In this paper we are interested in safety-critical distributed systems, composed of heterogeneous processing elements interconnected using the TTEthernet protocol. We address hard real-time mixed-criticality applications, which may have different criticality levels, and we focus on the optimization of the communication configuration.

TTEthernet integrates three types of traffic: Time-Triggered (TT) messages, Event-Triggered (ET) messages with bounded end-to-end delay, also called Rate Constrained (RC) messages, and Best-Effort (BE) messages, for which no timing guarantees are provided. TT messages are transmitted based on static schedule tables, and have the highest priority.

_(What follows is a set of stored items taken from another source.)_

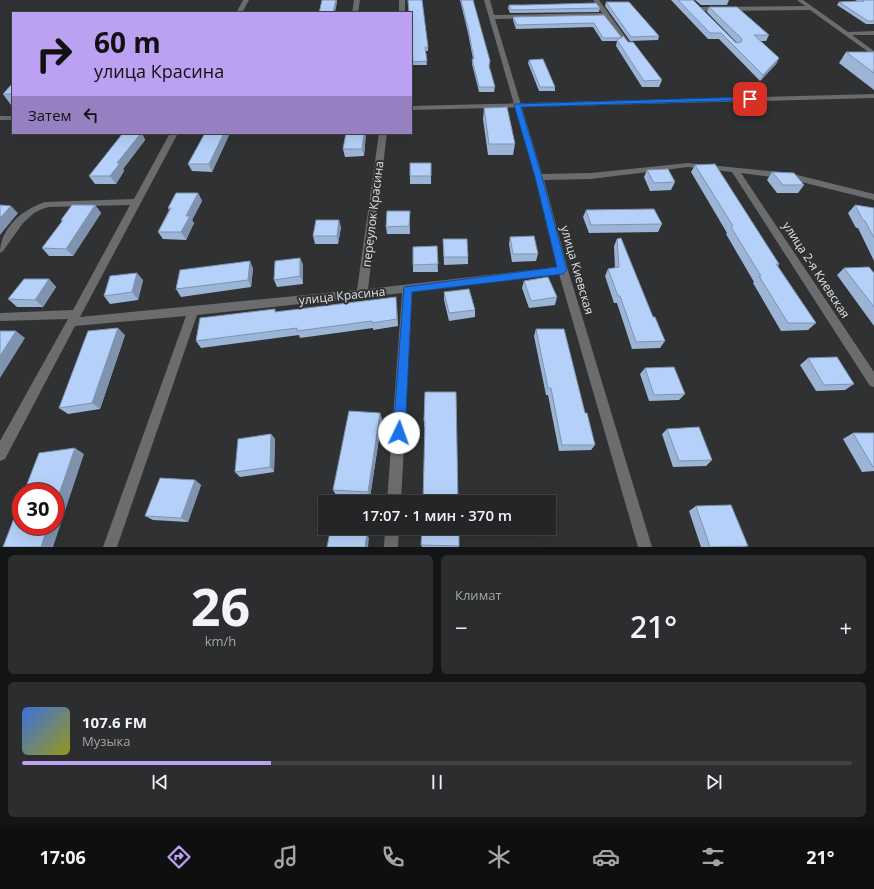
<!DOCTYPE html>
<html lang="ru">
<meta charset="utf-8">
<style>
:root{--surface:#232526;--page:#2b2d2e;--text:#f1f3f6;--muted:#a3a5a7;--line:#404243;--accent:#bca0f2}
body{margin:0;font-family:"Open Sans",sans-serif;background:var(--page);color:var(--text);height:100vh;display:flex;flex-direction:column;font-size:15px;white-space:nowrap}
*{box-sizing:border-box;margin:0}
p{font-size:13px;color:var(--muted)}
.icon{flex:none;width:22px;height:22px;fill:none;stroke:currentColor;stroke-width:2;stroke-linecap:round;stroke-linejoin:round}
.map{position:relative;height:547px;overflow:hidden}
.details{display:flex;flex-direction:column;gap:8px;padding:8px;background:#131415;flex:1}
.details>*{flex:none}
.top-card{position:absolute;left:12px;top:12px;width:400px;height:122px;border-radius:0px;box-shadow:0 4px 16px #0002,0 0 0 1px var(--line);background:#bca0f2;color:#111;overflow:hidden}
.speed{position:absolute;left:12px;top:483px;display:flex;gap:8px;font-size:20px;font-weight:700;text-align:center}
.speed>*{display:grid;place-content:center;width:52px;height:52px;border-radius:50%;background:var(--surface);box-shadow:0 4px 16px #0002,0 0 0 1px var(--line);line-height:1}
.speed .limit{border:6px solid #d22;background:#fff;color:#111}
.pin{position:absolute;display:grid;place-items:center;width:34px;height:34px;color:#fff;margin:-17px;border-radius:8px;box-shadow:0 2px 6px #0006}
.me{position:absolute;width:44px;margin:-22px;rotate:3deg;stroke-linejoin:round;filter:drop-shadow(0 0 3px #0008)}
.turn{display:flex;align-items:center;gap:14px;height:84px;padding:0 16px;font-size:18px}
.turn .icon{width:52px;height:52px;stroke-width:2.5}
.turn b{display:block;font-size:28px;line-height:34px}
.then{display:flex;align-items:center;height:38px;padding:0 16px;background:#0003;gap:8px;font-size:15px}
.big{font-size:30px;font-weight:600;line-height:1.1}
.details .card{flex:1;display:flex;flex-direction:column;justify-content:center;gap:6px;min-width:0;padding:0 14px;border-radius:6px;background:var(--page)}
.details .dial{align-items:center;gap:0}
.dial b{font-size:52px;line-height:1}
.song{display:flex;align-items:center;gap:12px}
.cover{width:48px;height:48px;border-radius:6px;background:linear-gradient(135deg,hsl(220 70% 55%),hsl(60 70% 35%))}
.played{height:4px;border-radius:2px;background:linear-gradient(90deg,var(--accent) 30%,var(--line) 30%)}
.keys{display:flex;justify-content:space-around;direction:ltr}
.heat{display:flex;justify-content:space-between;align-items:center;font-size:22px;direction:ltr}
.details .tiles{flex:1;display:grid;gap:8px;grid-template-columns:1fr 1fr}
.card:last-child{grid-column:span 2}
.trip{position:absolute;left:318px;top:495px;width:238px;height:40px;border-radius:0px;background:var(--surface);box-shadow:0 4px 16px #0002,0 0 0 1px var(--line);font-weight:600;line-height:40px;text-align:center}
.tabs{display:flex;height:64px;justify-content:space-around;align-items:center;background:#0e0f0f;color:var(--muted)}
.tabs .icon{width:28px;height:28px}
.tabs .current{color:var(--accent)}
.tabs b{font-size:18px;color:var(--text)}
.map>svg:first-child{display:block}
.lines{fill:none;stroke-linecap:round;stroke-linejoin:round}
.minor{fill:#6b6c6d;fill-rule:evenodd}
.tertiary{fill:#6b6c6d;fill-rule:evenodd}
.wall{fill:#9cb4d6}
.shaded-wall{fill:#7f92ae}
.building{fill:#b5d1f9;stroke:#7f92ae}
.route{fill:#1a73e8;stroke:#114b97}
.labels{text-anchor:middle;stroke-width:4;stroke-linejoin:round;paint-order:stroke}
.street-label{font-size:12px;fill:#dfe0e1;stroke:#2f3133}
</style>
<div class="map">
<svg width="874" height="547" viewBox="0 0 874 547">
<rect width="100%" height="100%" fill="#2f3133"/>
<g class="lines">
<!-- minor -->
<path class="minor" d="M354,0H360L358,13H352Z
M399,0H405V13H399Z
M484,0H490L494,15L602,13L593,0H599L632,46L627,47L604,17L495,19L542,174L591,173L688,163L789,173L874,194V200L789,179L741,173L874,372V387L870,386L732,172L688,167L591,179L544,180L568,270L652,547H638L559,274L412,292L401,502H387L402,293L197,315L117,547H103L186,316L75,326L5,459L0,461V441L68,319L0,321V313L73,310L130,205L49,207L42,209L34,213L23,223L3,251L0,253C0,228 23,209 45,202L134,199L170,133H178L80,317L357,290L379,133H387L368,289L557,267L535,177Z
M797,0H803L848,32L874,31V35H852L874,51V56L810,10L700,11L697,9L700,7L805,6Z
M385,528H399L398,547H384Z"/>
<!-- tertiary -->
<path class="tertiary" d="M243,0H249L242,13H236Z
M874,94V98L411,110V106Z
M0,116H13V120H0Z"/>
</g>
<!-- wall -->
<path class="wall" d="M460,0H473L489,67L495,87L494,92H479L472,64L473,59L468,33Z
M671,0H693L736,43H737L707,12L709,7L769,35L766,41H760L779,58L776,64L760,81L719,39H708Z
M695,0H729L727,5H701Z
M855,0H874V24H866L837,5L839,2L857,1Z
M606,2L659,36L658,40L630,41L605,6Z
M509,5L600,8L599,12L510,13L508,8Z
M604,15L622,38L628,42L662,80L659,87H642L616,46L617,41H602L593,27L516,29L513,20V17Z
M411,39L428,47V51H425L427,65H413Z
M846,52H874V90L839,63Z
M529,60L555,87V91H539L528,63Z
M13,83V105H11L3,94Z
M484,108L515,144L513,155H488L483,119Z
M123,133H142L145,140L123,169L124,171L116,184H95L89,176Z
M205,133H230L212,172L192,171L188,164Z
M346,133H366L364,156L345,157L343,149Z
M431,163V184H410V176Z
M695,165L779,264L778,266L816,323L808,330L781,331L753,283L754,282L726,234L727,233L691,172Z
M647,170L675,182L671,190L650,191L644,177Z
M772,172L804,185L798,193H777L767,180Z
M198,193L202,201L192,220L194,223L186,240L163,239L158,232L169,210L168,208Z
M95,205L101,213L73,256H49L42,248L62,222L61,220Z
M855,205L874,208V261L858,228H856L848,213Z
M586,210L662,224L658,232L589,233L583,217Z
M410,218V234H387L386,227Z
M341,227L338,244H315L313,236Z
M510,237L538,254L536,261L512,262L509,244Z
M443,239L468,257V264L444,265Z
M617,239L653,317L665,341L660,348L632,349L617,303H614L605,276L608,269L615,268L614,246Z
M437,246L438,272H413V265Z
M300,258L303,265V284L277,287L274,280Z
M253,268L251,287L181,297L176,289Z
M844,268L874,273V326L837,275Z
M49,279L56,287L43,307H17L8,299Z
M143,280L138,300L110,304L104,296Z
M524,281L557,297L555,305L529,308L522,288Z
M444,292L475,310V317L449,321L444,300Z
M397,305L398,326L373,330V328L300,338L299,335L201,348L196,341L277,312Z
M536,329L585,413L595,445L591,450L559,451L548,395H546L534,336Z
M125,335L100,409L68,414L59,408Z
M808,358L854,384L845,390L816,391L800,365Z
M645,368L685,394L679,400L649,401L640,374Z
M425,392V427H424V421Z
M380,413L382,419L370,497L336,495L333,490Z
M667,429L712,460L706,466L673,467L662,434Z
M853,433H874V471L862,472L843,439Z
M271,434L275,439L274,472L240,477L235,472Z
M195,480L201,485L188,522L153,520L145,516Z
M696,506L748,546L744,547H701L689,511Z
M421,545L459,546V547H422Z"/>
<!-- shaded-wall -->
<path class="shaded-wall" d="M336,0H337V3L335,13H333Z
M779,58L776,64L760,81L763,75Z
M141,133H142L145,140L123,169L124,171L116,184L110,176L117,163Z
M224,133H230L212,172L209,164Z
M364,133H366L364,156L362,149Z
M198,193L202,201L192,220L194,223L186,240L181,232L186,216Z
M95,205L101,213L73,256L66,249Z
M11,206L18,213L0,235V218Z
M410,211V234L409,226Z
M339,220L341,227L338,244L337,236Z
M300,258L303,265V284L300,276Z
M250,261L253,268L251,287L248,280Z
M137,273L143,280L138,300L132,292Z
M49,279L56,287L43,307L35,300Z
M118,328L125,335L100,409L92,403Z
M16,331L25,338L0,378V356Z
M380,413L382,419L370,497L368,492Z
M271,434L275,439L274,472L270,467Z
M75,448L84,454L53,547H41L48,526H55V506Z
M195,480L201,485L188,522L181,518Z
M367,534L369,538L368,547H365Z"/>
<!-- building -->
<path class="building" d="M322,0H336L333,13H319Z
M408,0H422L428,47H425L427,61L413,62L411,38V13H409Z
M461,0H473L490,61L489,66L495,87H479L472,59H474L468,28Z
M678,0H693L736,43L741,42L742,39L709,7H737L769,35H754L779,58L763,75L721,33H710Z
M862,0H874V21H868L839,2L864,1Z
M606,2H629L659,36L631,37Z
M596,3L600,8L511,10L509,5H524Z
M604,15L622,38H603L594,23L517,25L513,17Z
M623,36L628,42H633L662,80L644,81L617,40Z
M846,52H874V73Z
M543,59L555,87H540L529,60Z
M13,83V94H3Z
M507,107L515,144H489L484,108Z
M123,133H141L117,163H120L110,176H89Z
M205,133H224L209,164H188Z
M346,133H364L362,149H343Z
M410,163H431V176H410Z
M715,164L779,264H776L816,323H788L759,276H761L731,227L733,226L695,165Z
M668,169L675,182L654,183L647,170Z
M772,172L794,173L804,185H783Z
M176,193H198L186,216H190L181,232H158L171,208H168Z
M0,205L11,206L0,218Z
M72,205H95L66,249L42,248L63,220H61Z
M855,205L874,208V238L865,221L863,220Z
M654,209L662,224L591,225L586,210Z
M387,211H410L409,226L386,227Z
M316,220H339L337,236H313Z
M534,236L538,254H513L510,237Z
M621,238L653,317H655L665,341L636,342L620,296H618L608,269L619,267L617,239Z
M443,239H467L468,257H444Z
M437,246L438,264L413,265V247Z
M300,258V276L274,280L275,261Z
M250,261L248,280L176,289L180,270Z
M869,267L874,273V307L844,268Z
M137,273L132,292L104,296L110,276Z
M548,277L557,297L531,301L524,281Z
M24,279H49L35,300L8,299Z
M469,289L475,310L449,313L444,292Z
M396,297L397,319L372,323V321L297,331V328L196,341L200,318L275,309V312Z
M118,328L92,403L59,408L88,331Z
M536,329H564L585,413H587L595,445H562L551,388H548Z
M0,331H16L0,356Z
M837,357L854,384L824,385L808,358Z
M674,367L685,394L654,395L645,368Z
M425,392H456L458,502H423L425,421H424Z
M349,411L380,413L368,492L333,490Z
M699,427L712,460L679,461L667,429Z
M853,433H874V467H873Z
M271,434L270,467L235,472L238,439Z
M75,448L55,506V492H24L39,453Z
M160,478L195,480L181,518L145,516Z
M21,500V526H48L41,547H3Z
M731,505L748,546L710,547L696,506Z
M422,528H459V546L421,545Z
M330,532L367,534L365,547H327Z"/>
<!-- route -->
<path class="route" d="M750,97L753,99L752,100L521,107L542,177L567,270L563,274L412,292L405,433L403,437L399,438L395,437L393,433L404,287L557,267L535,177L514,105L515,104Z"/>
<g class="labels">
<!-- street labels -->
<g class="street-label">
<text transform="translate(373 214) rotate(-83)" y="4">переулок Красина</text>
<text transform="translate(577 270) rotate(74)" y="4">улица Киевская</text>
<text transform="translate(816 270) rotate(57)" y="4">улица 2-я Киевская</text>
<text transform="translate(342 296) rotate(-6)" y="4">улица Красина</text>
</g>
</g>
</svg>
<div class="speed"><div class="limit">30</div></div>
<div class="pin" style="left:750px;top:99px;background:#d93025"><svg class="icon" aria-label="arrive" viewBox="0 0 24 24"><path d="M6 21V4h12l-3 4 3 4H6"/></svg></div>
<svg class="me" style="left:399px;top:433px" viewBox="-20 -20 40 40"><circle r="19" fill="#fff"/><path d="M0-13L10 11 0 6-10 11z" fill="#1a73e8"/></svg>
<div class="trip">17:07 · 1 мин · 370 m</div>
<div class="top-card">
<div class="turn"><svg class="icon" aria-label="right" viewBox="0 0 24 24"><path d="M7 20v-9h11M14 6l5 5-5 5"/></svg><div><b>60 m</b>улица Красина</div></div>
<div class="then">Затем<svg class="icon" aria-label="left" viewBox="0 0 24 24"><path d="M17 20v-9H6M10 6l-5 5 5 5"/></svg></div>
</div>
</div>
<section class="details">
<div class="tiles">
<div class="card dial"><b>26</b><p>km/h</p></div>
<div class="card"><p>Климат</p>
<div class="heat"><a>−</a><b class="big">21°</b><a>+</a></div>
</div>
<div class="card">
<div class="song"><i class="cover"></i><div><b>107.6 FM</b><p>Музыка</p></div></div>
<div class="played"></div>
<div class="keys"><svg class="icon" aria-label="previous" viewBox="0 0 24 24"><path d="M18 5L8 12l10 7zM5 5v14"/></svg><svg class="icon" aria-label="pause" viewBox="0 0 24 24"><path d="M8 5v14M16 5v14"/></svg><svg class="icon" aria-label="next" viewBox="0 0 24 24"><path d="M6 5l10 7-10 7zM19 5v14"/></svg></div>
</div>
</div>
</section>
<nav class="tabs">
<b>17:06</b>
<svg class="icon current" aria-label="directions" viewBox="0 0 24 24"><path d="M12 3l9 9-9 9-9-9zM9 14v-3h6M13 9l2 2-2 2"/></svg>
<svg class="icon" aria-label="music" viewBox="0 0 24 24"><path d="M9 18V5l10-2v13"/><circle cx="6" cy="18" r="3"/><circle cx="16" cy="16" r="3"/></svg>
<svg class="icon" aria-label="phone" viewBox="0 0 24 24"><path d="M5 4h4l2 5-3 2q2 4 5 5l2-3 5 2v4C11 20 4 13 5 4z"/></svg>
<svg class="icon" aria-label="climate" viewBox="0 0 24 24"><path d="M12 3v18M4 7l16 10M4 17L20 7"/></svg>
<svg class="icon" aria-label="car" viewBox="0 0 24 24"><path d="M5 17H2v-5l4-1 3-4h7l3 4 3 1v5h-3M9 17h6M6 11h13"/><circle cx="7" cy="17" r="2"/><circle cx="17" cy="17" r="2"/></svg>
<svg class="icon" aria-label="filters" viewBox="0 0 24 24"><path d="M4 7h16M4 17h16"/><circle cx="9" cy="7" r="2"/><circle cx="15" cy="17" r="2"/></svg>
<b>21°</b>
</nav>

RC messages are transmitted if there are no TT messages, and BE traffic has the lowest priority. TT and RC traffic can carry safety-critical messages, while BE messages are non-critical. Mixed-criticality tasks and messages can be integrated onto the same architecture only if there is enough spatial and temporal separation among them.

TTEthernet offers spatial separation for mixed-criticality messages through the concept of virtual links, and temporal separation, enforced through schedule tables for TT messages and bandwidth allocation for RC messages. Given the set of mixed-criticality messages in the system and the topology of the virtual links on which the messages are transmitted, we are interested to synthesize offline the static schedules for the TT messages, such that the deadlines for the TT and RC messages are satisfied, and the end-to-end delay of the RC traffic is minimized.

We have proposed a Tabu Search-based approach to solve this optimization problem. The proposed algorithm has been evaluated using several benchmarks.